Tidak mau menerima keadaan hidup begitu saja, Tugimin pun memutar otak mencari usaha yang bisa dikerjakannya sesuai dengan kemampuannya. Dan, ia pun memilih usaha pembesaran ikan mas. Usaha itu dilakoninya sekira tahun 1990 an di kediamannya di Dusun I, Desa Karang Anyar, Kecamatan Beringin, Deliserdang, Sumatera Utara (Sumut).
"Dulu hidup kami sangat susah, penghasilan saya sebagai petani padi tidak mencukupi untuk memenuhi kebutuhan hidup keluarga. Kami dikarunia Tuhan 6 orang anak yang membutuhkan biaya sangat besar karena anak-anak masih kecil waktu itu," kenang Tugimin saat memulai obrolannya.
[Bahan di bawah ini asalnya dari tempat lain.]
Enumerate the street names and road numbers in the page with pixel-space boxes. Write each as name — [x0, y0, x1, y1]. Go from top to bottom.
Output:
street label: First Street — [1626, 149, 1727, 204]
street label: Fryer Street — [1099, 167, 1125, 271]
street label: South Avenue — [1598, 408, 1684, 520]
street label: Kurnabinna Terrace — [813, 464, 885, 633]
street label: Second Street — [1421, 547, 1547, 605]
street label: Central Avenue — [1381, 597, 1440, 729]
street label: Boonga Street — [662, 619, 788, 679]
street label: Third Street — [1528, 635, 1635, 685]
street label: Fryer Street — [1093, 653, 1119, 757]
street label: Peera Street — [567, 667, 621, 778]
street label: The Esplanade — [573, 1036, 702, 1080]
Pria yang suka guyon ini menuturkan, kalau dulunya ia mengawali usahanya hanya untuk pembesaran ikan mas saja. Ikan yang dibesarkan pun tidak terlalu banyak karena terbentur dengan keterbatasan modal. Sementara anakan dibeli dari penangkar ikan lainnya. Hingga akhirnya ada temannya yang menawarkan untuk memelihara ikan hias.
Waktu itu sekira tahun 1998, namun, tak mau putus asa, Tugimin tetap serius menjalani usaha barunya itu. Ia selalu mengumpulkan sisa hasil penjualan untuk pengembangan usahanya. Selama dua tahun lamanya Tugimin hanya membesarkan saja, sampai akhirnya sekira tahun 2000, dia memberanikan diri untuk mencoba memijahkan sendiri ikan dewasa yang telah dibesarkannya.
Didampingi putri ketiganya Sutinah (34) yang kini mengelola manajemen keuangan dan administrasi di usaha peternakan miliknya, Tugimin mengakui, dulunya proses pemijahan yang dilakukannya sering gagal. Wajar saja, karena ilmu yang dimilikinya sangat terbatas. Ia hanya belajar secara otodidak dari sifat-sifat alami ikan itu sendiri.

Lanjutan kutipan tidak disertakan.